Healthy Eating Habits
1) The problem we are going to solve is:

I would like my child to eat less junk food and choose to eat healthy food.

2.) The education that can create long-lasting change:
  • Show them child-friendly educational videos about sugar.
  • Show them images of how much sugar is in our every day foods.
  • Junk food is fine if it is within balance. If a person eats well and is active, then there is no reason they can't allocate room for sweets in their day-to-day.
  • There is a limited window for growth. Once you reach a certain age you stop growing in height. That means that this is the time to give your body the best nutrition you can to ensure you real your fullest potential. I'm not just talking about height either. The brain is also rapidly developing during this time as is your entire body.
  • Sugar creates a blood sugar spike, crash and then the craving for more sugar. When your body detects there is too much sugar in it, it secretes Insulin which tells your body to absorb all of the sugar. It overdoes this which sucks up too much glucose (energy) leaving you depleted and tired after. The drop then makes your body want more sugar in order to fix itself making you unnecessarily hungry.

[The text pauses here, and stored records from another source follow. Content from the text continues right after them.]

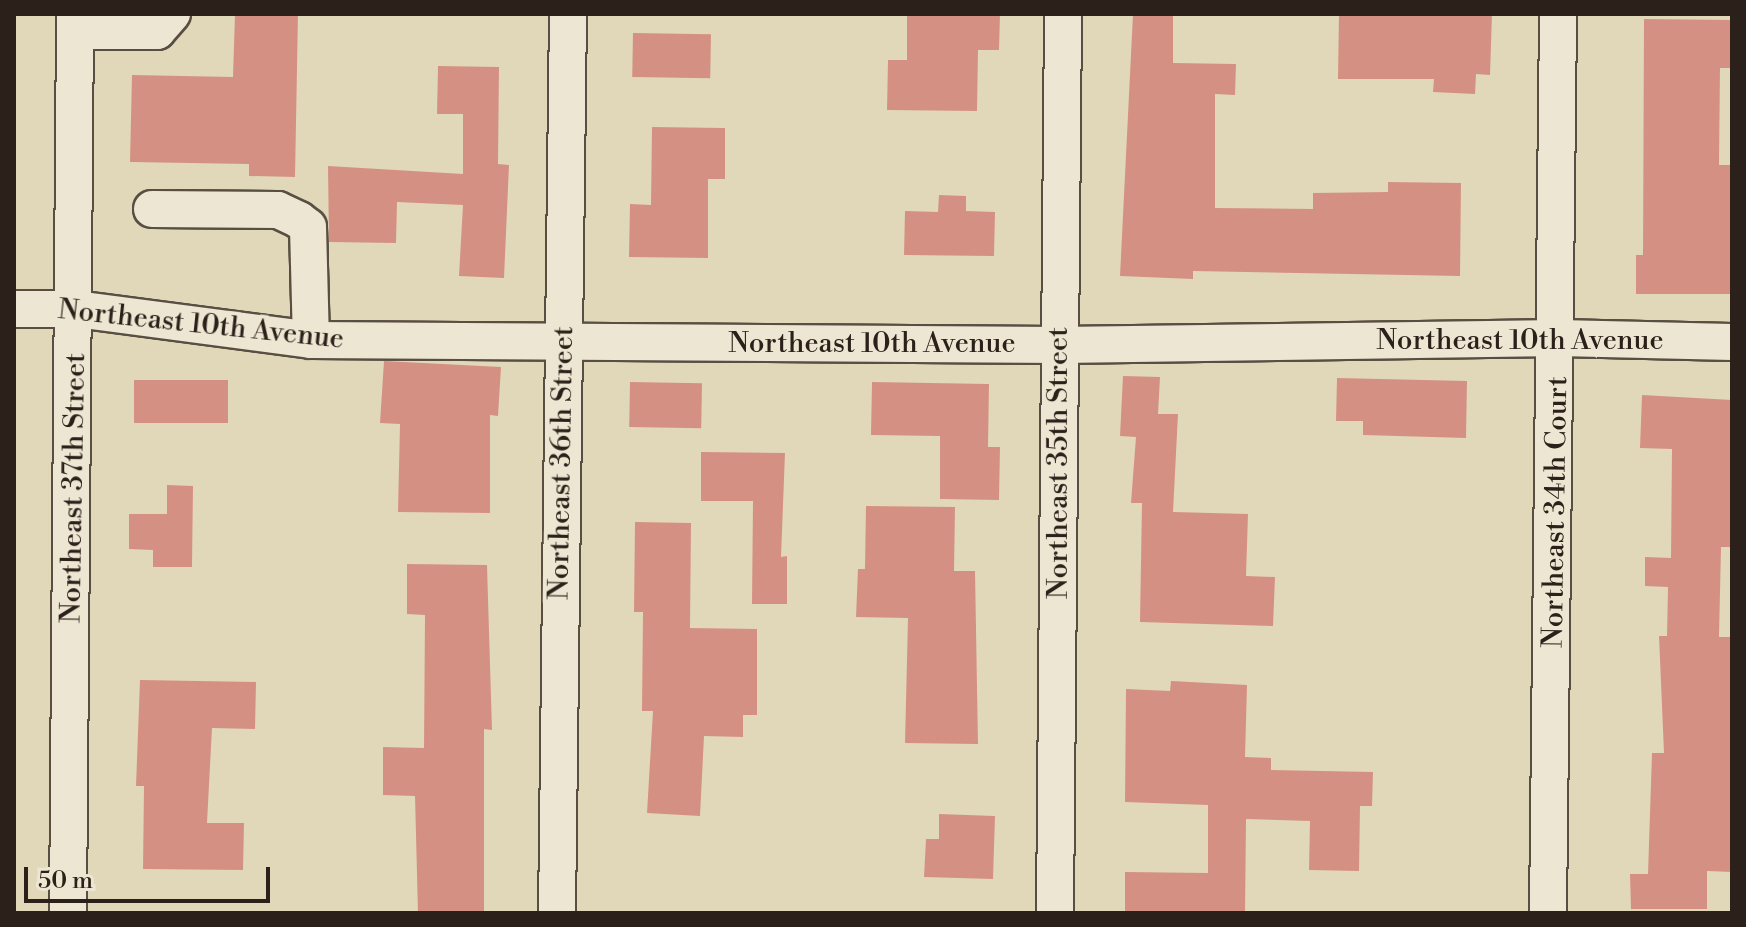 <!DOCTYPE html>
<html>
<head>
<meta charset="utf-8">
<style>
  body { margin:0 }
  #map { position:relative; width:1746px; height:927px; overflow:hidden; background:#e1d8ba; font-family:"Libre Bodoni",serif }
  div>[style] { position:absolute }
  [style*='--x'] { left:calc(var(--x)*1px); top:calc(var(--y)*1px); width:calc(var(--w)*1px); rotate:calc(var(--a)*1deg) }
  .building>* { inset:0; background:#d49183; transform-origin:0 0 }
  .roads { filter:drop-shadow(2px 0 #594e42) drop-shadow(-2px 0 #594e42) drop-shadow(0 2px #594e42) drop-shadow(0 -2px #594e42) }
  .minor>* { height:36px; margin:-18px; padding:0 18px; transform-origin:18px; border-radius:18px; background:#ece6d2 }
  span { translate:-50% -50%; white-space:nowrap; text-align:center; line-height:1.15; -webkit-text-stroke:7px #ece6d2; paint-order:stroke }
  .street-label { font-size:28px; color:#2c201a }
  .frame { position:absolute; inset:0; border:16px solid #2c201a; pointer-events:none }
  .scale { position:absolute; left:24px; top:867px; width:246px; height:36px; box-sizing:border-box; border:4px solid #2c201a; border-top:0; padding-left:10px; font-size:24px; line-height:28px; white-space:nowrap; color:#2c201a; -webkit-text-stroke:6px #ece6d2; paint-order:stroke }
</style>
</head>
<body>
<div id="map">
  <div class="building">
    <div style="clip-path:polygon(235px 14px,298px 14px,295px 177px,249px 176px,249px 164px,130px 162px,132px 75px,233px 77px)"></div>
    <div style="clip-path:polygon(907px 14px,1000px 14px,999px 50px,978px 50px,977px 111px,887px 110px,888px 60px,907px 60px)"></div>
    <div style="clip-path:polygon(1133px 14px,1173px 14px,1173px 63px,1236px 64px,1235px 95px,1215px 94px,1215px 208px,1313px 209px,1313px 193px,1388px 192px,1388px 182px,1461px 183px,1460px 276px,1193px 271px,1193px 279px,1120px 276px)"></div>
    <div style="clip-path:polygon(1339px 14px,1492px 14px,1490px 75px,1476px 74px,1475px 94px,1433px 92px,1434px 79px,1338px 79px)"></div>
    <div style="clip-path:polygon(1644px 19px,1732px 20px,1732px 68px,1720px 68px,1719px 165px,1732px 165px,1732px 294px,1636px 294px,1636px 255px,1643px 255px)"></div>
    <div style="left:633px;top:33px;width:78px;height:44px;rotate:1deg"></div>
    <div style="clip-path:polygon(438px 66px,499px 67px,498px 164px,509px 165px,504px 278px,459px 276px,463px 205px,397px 202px,396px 243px,329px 242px,328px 166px,463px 174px,463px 114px,437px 114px)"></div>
    <div style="clip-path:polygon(652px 127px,725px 128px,725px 179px,708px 179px,708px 258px,629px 257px,630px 204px,651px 205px)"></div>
    <div style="clip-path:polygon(939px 195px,966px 196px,966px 211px,995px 212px,994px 256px,904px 255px,905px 211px,938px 212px)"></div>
    <div style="clip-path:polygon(384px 361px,501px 367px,498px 416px,490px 415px,490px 513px,398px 512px,400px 424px,380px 423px)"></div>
    <div style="clip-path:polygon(1123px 376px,1160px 377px,1158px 414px,1178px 414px,1173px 512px,1248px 514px,1246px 576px,1275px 577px,1273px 626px,1140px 622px,1142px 503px,1131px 503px,1136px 437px,1120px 436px)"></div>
    <div style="clip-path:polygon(1337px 378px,1467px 381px,1466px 438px,1363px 435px,1363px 421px,1336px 421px)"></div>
    <div style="left:134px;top:380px;width:94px;height:43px"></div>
    <div style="left:630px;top:382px;width:72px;height:45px;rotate:1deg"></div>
    <div style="clip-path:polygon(872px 382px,989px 384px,988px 447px,1000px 447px,999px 500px,940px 499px,940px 436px,871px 435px)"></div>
    <div style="clip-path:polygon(1642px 395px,1732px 400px,1731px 547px,1721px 547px,1719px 637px,1732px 637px,1732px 872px,1707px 871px,1707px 909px,1631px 909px,1630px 874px,1648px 874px,1652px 753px,1664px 753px,1659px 636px,1667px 636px,1668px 587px,1645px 586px,1645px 557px,1671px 558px,1672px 449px,1640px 448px)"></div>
    <div style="clip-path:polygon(701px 452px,785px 453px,781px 557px,787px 556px,787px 604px,752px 604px,753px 501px,701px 501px)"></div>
    <div style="clip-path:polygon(167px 485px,193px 486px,192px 567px,153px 567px,153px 550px,129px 549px,129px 514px,167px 514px)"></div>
    <div style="clip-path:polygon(866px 506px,955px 507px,954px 571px,975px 571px,978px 744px,905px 743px,908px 618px,856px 617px,858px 569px,865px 569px)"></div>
    <div style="clip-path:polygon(635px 522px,691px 523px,690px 628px,757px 629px,757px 715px,743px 715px,743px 737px,704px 736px,700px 816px,647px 813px,653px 711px,642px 711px,643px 612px,634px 612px)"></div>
    <div style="clip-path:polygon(407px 564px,487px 565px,492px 730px,484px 729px,484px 913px,418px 913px,415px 796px,383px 795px,383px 747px,424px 748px,425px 615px,407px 614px)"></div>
    <div style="clip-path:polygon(140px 680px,256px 682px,255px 729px,212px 728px,207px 823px,244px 823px,243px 870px,143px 869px,144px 786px,136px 786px)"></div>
    <div style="clip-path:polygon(1171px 681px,1247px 685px,1245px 757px,1271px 758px,1271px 770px,1373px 772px,1372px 806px,1360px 806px,1359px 871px,1309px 870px,1310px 821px,1246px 819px,1245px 913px,1125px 913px,1125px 872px,1208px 873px,1208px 805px,1125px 802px,1126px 689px,1170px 691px)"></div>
    <div style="clip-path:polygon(939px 814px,995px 816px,993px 879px,924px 877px,926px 839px,939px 839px)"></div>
  </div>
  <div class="roads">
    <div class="minor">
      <div style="--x:75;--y:31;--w:82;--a:0"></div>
      <div style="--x:157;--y:31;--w:23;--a:-49"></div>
      <div style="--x:152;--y:209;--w:126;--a:0.5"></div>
      <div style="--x:278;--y:210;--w:23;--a:25"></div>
      <div style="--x:299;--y:220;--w:11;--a:38"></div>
      <div style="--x:308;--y:227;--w:113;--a:88.5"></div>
      <div style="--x:14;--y:309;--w:62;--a:0"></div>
      <div style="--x:76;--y:309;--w:237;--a:7.5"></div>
      <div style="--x:311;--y:340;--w:749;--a:0.38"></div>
      <div style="--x:1060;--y:345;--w:499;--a:-0.8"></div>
      <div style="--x:1559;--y:338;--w:173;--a:1.3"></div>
      <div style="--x:68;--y:913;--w:899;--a:-89.55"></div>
      <div style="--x:557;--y:913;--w:899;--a:-89.3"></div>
      <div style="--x:1055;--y:913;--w:899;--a:-89.49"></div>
      <div style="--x:1548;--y:913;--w:899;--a:-89.36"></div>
    </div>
  </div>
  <div class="street-label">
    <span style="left:201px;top:325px;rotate:6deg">Northeast 10th Avenue</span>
    <span style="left:1520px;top:341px">Northeast 10th Avenue</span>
    <span style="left:872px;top:344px">Northeast 10th Avenue</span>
    <span style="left:562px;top:463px;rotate:-89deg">Northeast 36th Street</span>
    <span style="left:1059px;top:463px;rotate:-90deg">Northeast 35th Street</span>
    <span style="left:74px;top:488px;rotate:-89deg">Northeast 37th Street</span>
    <span style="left:1556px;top:512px;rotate:-89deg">Northeast 34th Court</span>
  </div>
  <div class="frame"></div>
  <div class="scale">50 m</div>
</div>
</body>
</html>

  • Orexin—a brain chemical that keeps you feeling awake—is inhibited when you consume sugar. That means that you will feel tired which can lead to crankiness.

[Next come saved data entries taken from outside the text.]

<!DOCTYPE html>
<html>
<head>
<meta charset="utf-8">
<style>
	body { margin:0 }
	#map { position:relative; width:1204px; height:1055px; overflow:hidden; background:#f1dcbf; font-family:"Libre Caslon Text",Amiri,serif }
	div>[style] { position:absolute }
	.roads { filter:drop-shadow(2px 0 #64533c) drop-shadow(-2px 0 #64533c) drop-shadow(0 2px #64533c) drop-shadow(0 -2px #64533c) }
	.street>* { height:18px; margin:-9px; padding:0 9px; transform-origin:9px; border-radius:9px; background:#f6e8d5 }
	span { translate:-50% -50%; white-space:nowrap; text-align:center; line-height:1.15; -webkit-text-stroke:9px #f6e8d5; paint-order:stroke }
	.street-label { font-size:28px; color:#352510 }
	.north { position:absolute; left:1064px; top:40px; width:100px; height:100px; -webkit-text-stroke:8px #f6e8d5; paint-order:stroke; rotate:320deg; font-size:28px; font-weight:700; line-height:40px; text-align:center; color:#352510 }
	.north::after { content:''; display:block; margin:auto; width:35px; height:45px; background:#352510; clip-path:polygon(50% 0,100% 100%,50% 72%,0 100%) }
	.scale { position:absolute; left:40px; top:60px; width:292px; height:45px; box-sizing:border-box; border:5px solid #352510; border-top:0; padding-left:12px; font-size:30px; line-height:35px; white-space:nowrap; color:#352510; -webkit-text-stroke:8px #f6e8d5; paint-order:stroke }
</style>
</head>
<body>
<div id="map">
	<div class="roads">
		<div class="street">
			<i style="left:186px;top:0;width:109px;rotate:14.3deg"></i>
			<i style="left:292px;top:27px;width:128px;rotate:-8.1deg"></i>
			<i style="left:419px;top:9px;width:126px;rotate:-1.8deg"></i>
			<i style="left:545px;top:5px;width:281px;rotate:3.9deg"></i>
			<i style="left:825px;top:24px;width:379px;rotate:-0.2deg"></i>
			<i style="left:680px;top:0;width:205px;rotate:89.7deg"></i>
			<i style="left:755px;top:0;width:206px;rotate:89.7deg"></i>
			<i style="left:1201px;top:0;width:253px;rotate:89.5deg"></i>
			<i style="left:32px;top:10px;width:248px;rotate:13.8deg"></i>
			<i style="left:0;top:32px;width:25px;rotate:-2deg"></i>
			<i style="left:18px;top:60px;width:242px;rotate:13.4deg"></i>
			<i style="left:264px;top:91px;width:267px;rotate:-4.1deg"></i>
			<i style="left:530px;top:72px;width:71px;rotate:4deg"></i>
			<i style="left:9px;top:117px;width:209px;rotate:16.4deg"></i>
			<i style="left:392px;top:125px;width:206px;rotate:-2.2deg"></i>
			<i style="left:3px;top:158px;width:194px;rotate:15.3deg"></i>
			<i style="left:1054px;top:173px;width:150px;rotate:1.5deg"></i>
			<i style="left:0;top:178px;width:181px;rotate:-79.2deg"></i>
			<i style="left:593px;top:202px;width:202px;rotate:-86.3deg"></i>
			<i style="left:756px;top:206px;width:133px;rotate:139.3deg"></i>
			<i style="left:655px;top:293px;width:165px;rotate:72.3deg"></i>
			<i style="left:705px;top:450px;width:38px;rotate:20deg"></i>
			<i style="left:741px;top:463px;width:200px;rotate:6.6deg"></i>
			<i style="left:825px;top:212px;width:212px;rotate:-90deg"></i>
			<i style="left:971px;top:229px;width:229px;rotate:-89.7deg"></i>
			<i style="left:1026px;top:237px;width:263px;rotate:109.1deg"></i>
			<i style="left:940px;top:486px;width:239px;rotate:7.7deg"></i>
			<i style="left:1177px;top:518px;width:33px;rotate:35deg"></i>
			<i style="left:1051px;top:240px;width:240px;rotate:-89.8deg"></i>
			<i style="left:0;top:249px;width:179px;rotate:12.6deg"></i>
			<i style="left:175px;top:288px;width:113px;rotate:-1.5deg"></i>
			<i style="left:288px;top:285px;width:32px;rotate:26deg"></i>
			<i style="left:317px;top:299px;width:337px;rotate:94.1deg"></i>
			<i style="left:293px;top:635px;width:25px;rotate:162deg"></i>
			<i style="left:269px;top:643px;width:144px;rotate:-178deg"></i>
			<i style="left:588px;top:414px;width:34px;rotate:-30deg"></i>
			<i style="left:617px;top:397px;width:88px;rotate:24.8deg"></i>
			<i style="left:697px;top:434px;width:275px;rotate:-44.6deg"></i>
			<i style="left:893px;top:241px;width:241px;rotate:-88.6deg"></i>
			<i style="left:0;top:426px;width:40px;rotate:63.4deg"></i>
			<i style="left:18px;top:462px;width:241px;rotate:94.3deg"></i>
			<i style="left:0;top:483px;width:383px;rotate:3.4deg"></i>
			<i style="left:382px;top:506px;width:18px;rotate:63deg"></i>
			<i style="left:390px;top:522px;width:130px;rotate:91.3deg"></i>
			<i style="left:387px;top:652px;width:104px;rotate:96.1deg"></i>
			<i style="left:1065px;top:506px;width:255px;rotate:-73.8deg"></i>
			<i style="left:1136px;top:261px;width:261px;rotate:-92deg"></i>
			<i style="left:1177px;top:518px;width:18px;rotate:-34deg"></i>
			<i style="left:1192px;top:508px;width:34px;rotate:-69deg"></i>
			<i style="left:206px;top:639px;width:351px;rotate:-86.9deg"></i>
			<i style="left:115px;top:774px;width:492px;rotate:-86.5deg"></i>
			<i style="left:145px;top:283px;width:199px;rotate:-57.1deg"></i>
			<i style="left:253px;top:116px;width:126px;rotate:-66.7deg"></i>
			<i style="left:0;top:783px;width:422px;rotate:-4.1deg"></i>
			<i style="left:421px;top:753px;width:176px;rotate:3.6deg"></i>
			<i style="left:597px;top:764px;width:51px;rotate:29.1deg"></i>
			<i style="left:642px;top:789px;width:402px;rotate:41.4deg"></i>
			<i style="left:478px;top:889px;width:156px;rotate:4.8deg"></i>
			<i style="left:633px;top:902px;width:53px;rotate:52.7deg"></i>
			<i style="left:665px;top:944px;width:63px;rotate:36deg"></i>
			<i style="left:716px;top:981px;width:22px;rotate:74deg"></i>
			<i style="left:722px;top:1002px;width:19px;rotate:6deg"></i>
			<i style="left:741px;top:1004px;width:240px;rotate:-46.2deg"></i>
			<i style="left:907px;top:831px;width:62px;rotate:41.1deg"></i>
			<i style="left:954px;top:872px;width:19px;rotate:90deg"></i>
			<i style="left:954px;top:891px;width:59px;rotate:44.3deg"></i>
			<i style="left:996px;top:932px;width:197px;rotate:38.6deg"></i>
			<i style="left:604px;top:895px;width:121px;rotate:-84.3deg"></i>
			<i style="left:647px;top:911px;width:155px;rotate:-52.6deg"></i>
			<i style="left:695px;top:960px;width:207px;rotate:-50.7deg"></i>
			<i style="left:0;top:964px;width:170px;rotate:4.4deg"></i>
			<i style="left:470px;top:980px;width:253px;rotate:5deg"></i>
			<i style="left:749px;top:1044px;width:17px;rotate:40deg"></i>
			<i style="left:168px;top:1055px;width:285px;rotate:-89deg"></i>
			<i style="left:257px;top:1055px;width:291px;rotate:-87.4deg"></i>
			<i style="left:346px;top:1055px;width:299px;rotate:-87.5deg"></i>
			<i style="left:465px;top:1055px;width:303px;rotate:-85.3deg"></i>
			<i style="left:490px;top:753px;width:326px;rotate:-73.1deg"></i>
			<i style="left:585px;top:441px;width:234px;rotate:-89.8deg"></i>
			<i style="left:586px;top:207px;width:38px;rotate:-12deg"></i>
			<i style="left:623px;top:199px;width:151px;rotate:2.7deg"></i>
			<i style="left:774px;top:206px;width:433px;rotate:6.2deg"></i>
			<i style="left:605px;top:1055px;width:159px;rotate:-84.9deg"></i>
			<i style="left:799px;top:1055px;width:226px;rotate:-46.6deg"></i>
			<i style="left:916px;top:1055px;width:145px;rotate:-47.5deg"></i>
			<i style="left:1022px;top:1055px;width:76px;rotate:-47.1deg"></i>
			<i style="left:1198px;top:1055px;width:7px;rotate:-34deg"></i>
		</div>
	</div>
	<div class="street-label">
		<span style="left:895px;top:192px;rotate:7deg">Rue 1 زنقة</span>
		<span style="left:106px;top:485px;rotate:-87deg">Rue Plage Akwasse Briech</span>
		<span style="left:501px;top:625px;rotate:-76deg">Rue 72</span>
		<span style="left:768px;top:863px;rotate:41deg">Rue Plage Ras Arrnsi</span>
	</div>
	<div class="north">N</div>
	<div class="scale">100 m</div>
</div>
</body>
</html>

  • You can't trust your own thoughts. Things that feel good can be very bad for you. Addiction tricks your brain into believing this. Scientists have found that sugar is addictive and stimulates the same pleasure centers of the brain as cocaine or heroin. Just like those hard-core drugs, getting off sugar leads to withdrawal and cravings, requiring an actual detox process to wean off.
  • You'll poop better 💩 if you eat foods with fiber. Just thought you should know.
  • Better foods also make you less likely to crave sweets because they keep you full. Not only do high fiber sources like fruits and vegetables tend to be low in calories, but the fiber they contain slows digestion, which helps to keep you feeling full. ... High fiber foods digest much more slowly in the body. Therefore, food stays in your stomach longer helping you to feel full faster and longer as well.
  • Habits are hard to break. You might not see the impact now but a lifetime of poor eating habits can turn into obesity. Once you're at that point, it can be very difficult for your mind to do the work necessary to lose weight.
  • It can take months to change your palette. You may not like the taste of something new which is completely normal but not a reason to count it out. If you continue to eat it, your taste buds may actually change and you may find yourself craving better foods. It just takes you giving it a chance.
  • Eating poorly leads to poor concentration. In a study published in Child: Care, Health and Development (a European public health journal), researchers analyzed the fast-food consumption and test scores in maths and reading of 12,000 fifth-graders. They found that children who ate fast food four to six times within a given week tested significantly lower in maths and reading compared with children who did not.
3.) We will hold them accountable by:
  • I will give them a budget of one candy dollar a day as a way to allow for snacks in the right balance.
  • Candy dollars can only be spent if they have eaten sufficiently beforehand.
  • Buy cereals that they want which will no doubt be something colorful, and Cheerios. Whenever they choose the bad cereal, they will have to pay a candy dollar. Whenever they choose the Cheerios, it will be free. They will even be allowed to put chocolate syrup on it. (One Medical suggests: Don’t skip the chocolate. Rather than completely eliminating all desserts, allow yourself one or two squares of dark chocolate to help satisfy sweet cravings.). 
  • They will have to spend their own money if they want items from the impulse aisle at the store.
4.) We will incentivize good decisions by:
  • I will award bonuses when they try healthy foods, even if it's a bite.
  • I will award bonuses for days that they eat most of their meals.
  • I will verbally praise them whenever they choose the good foods over the bad foods.
  • I will try to be a better example by eating healthy myself.
  • I will keep a variety of fruits and vegetables out on the table where they will be able to walk by and snack.
  • I will add fun dips next to them such as peanut butter, sour cream, hummus, etc.
  • There will be snacks that are more fun than vegetables such as yogurt mixes, cheese sticks, pretzels, energy balls, fried bananas, granola bars etc. that will all be free options.